DATASET EXCERPTS
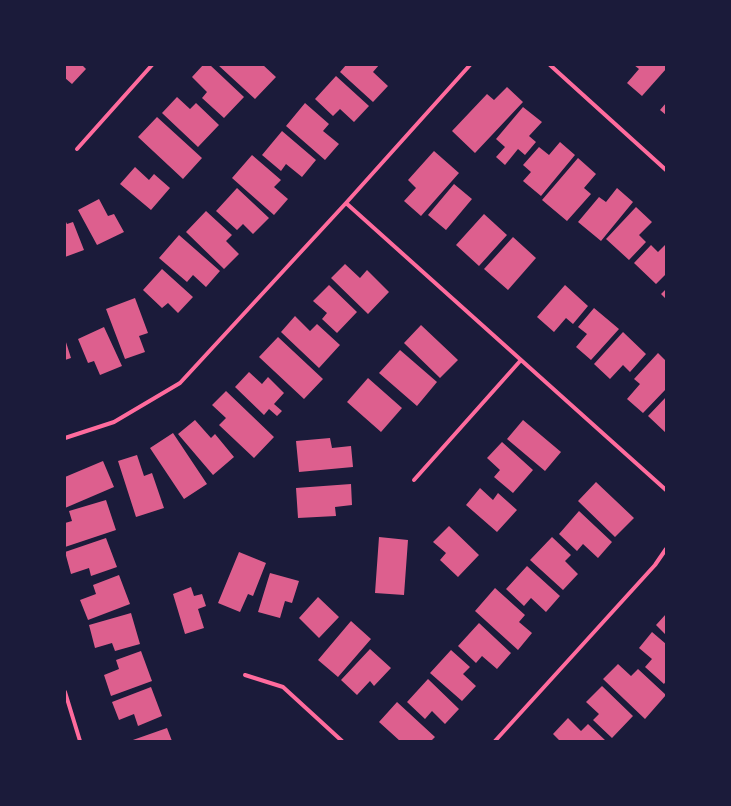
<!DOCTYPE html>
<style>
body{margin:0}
#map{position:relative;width:731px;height:806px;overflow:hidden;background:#1b1b3a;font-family:"Fira Sans Condensed",sans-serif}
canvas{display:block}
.frame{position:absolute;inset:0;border:66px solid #1b1b3a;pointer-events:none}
</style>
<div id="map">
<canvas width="731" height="806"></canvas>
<div class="frame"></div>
</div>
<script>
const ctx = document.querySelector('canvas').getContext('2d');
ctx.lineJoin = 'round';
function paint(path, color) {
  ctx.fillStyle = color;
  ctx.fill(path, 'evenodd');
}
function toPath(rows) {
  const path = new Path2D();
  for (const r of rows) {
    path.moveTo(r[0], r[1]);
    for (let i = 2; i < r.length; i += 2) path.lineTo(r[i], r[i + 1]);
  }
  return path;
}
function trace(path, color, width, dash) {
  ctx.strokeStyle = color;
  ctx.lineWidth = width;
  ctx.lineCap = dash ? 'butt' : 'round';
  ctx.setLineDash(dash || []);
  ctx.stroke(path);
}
const building = toPath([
 [65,65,82,65,86,69,72,84,65,78],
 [203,65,210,65,244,97,224,118,202,98,207,92,192,77],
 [218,65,263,65,276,77,255,99],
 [346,65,379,65,373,72,388,86,373,102,340,72],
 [634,65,666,65,666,69,642,96,627,83,639,69],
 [336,76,369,106,354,122,340,109,333,116,315,99],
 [507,87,523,102,475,153,452,131,487,94,494,100],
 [177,97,190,109,196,103,219,125,198,147,162,113],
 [305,103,329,124,323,131,339,144,325,160,286,126],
 [666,103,666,115,660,110],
 [523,107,542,122,529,136,536,142,525,155,518,149,505,165,496,157,505,147,496,139],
 [157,117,202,158,183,179,138,137],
 [282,131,316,160,302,177,286,164,281,171,262,155],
 [560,142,575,155,541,196,523,181,531,172,523,165,539,147,549,155],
 [434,151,459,173,421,216,404,201,416,188,408,180],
 [252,155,281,180,274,187,288,199,274,215,232,178],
 [578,158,596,174,584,188,591,194,567,221,542,200],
 [135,167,149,180,154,174,170,188,151,210,120,184],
 [454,184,472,199,446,230,428,215],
 [237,188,269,218,253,234,243,224,237,230,216,211],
 [617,188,633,202,601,241,578,222,599,197,606,202],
 [99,199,108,216,114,214,124,232,97,245,78,210],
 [636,207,652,222,639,235,646,242,629,260,606,239],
 [206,211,232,235,226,241,239,254,224,269,186,232],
 [484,214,507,235,479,266,456,245],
 [65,220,67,224,73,222,84,250,65,257],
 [179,235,220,271,206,287,193,275,187,282,159,258],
 [513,237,536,258,508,290,484,269],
 [666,244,666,274,656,284,634,263,651,245,658,252],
 [345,264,360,278,367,270,389,292,368,314,331,278],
 [162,269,193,297,178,313,168,303,162,308,143,290],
 [329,285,357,312,337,333,322,319,327,313,313,301],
 [565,285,588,306,573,324,566,318,554,332,537,317],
 [666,289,666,299,661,294],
 [135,298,148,333,139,336,145,352,125,359,106,309],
 [594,308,619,329,591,360,576,347,587,334,578,327],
 [295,316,310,331,317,324,340,345,319,368,281,332],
 [421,325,458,360,440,378,404,343],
 [104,327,122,366,100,375,94,361,88,363,78,339],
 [623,332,646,354,630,372,623,365,610,379,594,364],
 [278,337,323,379,304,399,259,357],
 [65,339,71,358,65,360],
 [400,350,437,382,417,406,379,373],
 [658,353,666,361,666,389,643,413,627,399,640,384,634,379],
 [249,372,262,384,268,377,284,393,274,404,282,411,277,416,269,409,264,415,235,387],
 [368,378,402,408,381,432,347,402],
 [226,391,274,437,254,458,219,425,226,418,212,405],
 [666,397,666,433,648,416],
 [195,420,211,438,215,434,234,457,213,475,178,434],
 [523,420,561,452,545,471,507,439],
 [173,433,207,484,184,499,150,448],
 [330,438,332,448,351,446,353,467,299,472,296,441],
 [502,442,533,470,513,493,494,477,500,470,487,458],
 [137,455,144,476,152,473,164,508,136,517,118,461],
 [103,461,114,487,65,508,65,477],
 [596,482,634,518,615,537,578,501],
 [351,484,352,505,335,507,336,516,298,518,296,488],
 [480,488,493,500,498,493,517,510,497,532,466,505],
 [106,500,116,530,65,547,65,523,72,521,69,511],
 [579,511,612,542,598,558,583,544,577,551,559,534],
 [449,526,479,555,458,577,440,560,446,553,433,542],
 [379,537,408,540,404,595,375,593],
 [552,537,571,555,565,561,578,574,563,590,530,560],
 [106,538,117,567,91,576,89,568,71,574,65,552],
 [239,552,266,563,253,596,248,594,240,612,218,603],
 [527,566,560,596,546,612,531,598,524,606,506,589],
 [270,573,299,581,292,603,285,601,280,618,258,612],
 [119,575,130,604,88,620,80,600,96,594,93,585],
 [191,587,194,596,202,594,206,606,198,609,204,628,185,634,173,594],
 [495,588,525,615,519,622,532,633,518,650,475,611],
 [318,597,339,617,319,638,299,618],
 [131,613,140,644,115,651,112,643,95,648,89,625],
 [666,614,666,635,656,625],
 [351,621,371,639,338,677,318,660],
 [479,623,511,653,497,669,482,656,476,663,458,646],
 [652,632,666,644,666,681,664,684,645,667,652,659,639,648],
 [370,649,391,668,374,686,370,681,357,695,341,680],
 [451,650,470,667,463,674,476,686,462,701,430,673],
 [141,651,152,681,111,696,104,675,119,669,116,660],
 [618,664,631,676,638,669,666,695,645,719,603,679],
 [428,679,459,709,445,724,432,711,425,719,407,702],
 [602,686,633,716,612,738,593,720,599,714,586,702],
 [151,687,162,716,138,726,134,714,119,720,112,702],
 [397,702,435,737,431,741,400,741,379,722],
 [568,718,581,731,588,724,606,741,560,741,553,734],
 [167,728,172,741,130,741]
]);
const minor = toPath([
 [550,65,666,170],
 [77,149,152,65],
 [346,203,666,490],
 [65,438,114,422,180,383,346,203,470,65],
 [414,480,521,360],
 [245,675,283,687,342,741],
 [65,692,80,741],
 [495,741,655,565,666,549]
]);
paint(building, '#dd5f8e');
trace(minor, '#ff6b9d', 4);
</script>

TASK REQUIREMENTS
Find every line in the records above that holds the word "color", and copy each one.

WRITTEN REPLY
function paint(path, color) {
  ctx.fillStyle = color;
function trace(path, color, width, dash) {
  ctx.strokeStyle = color;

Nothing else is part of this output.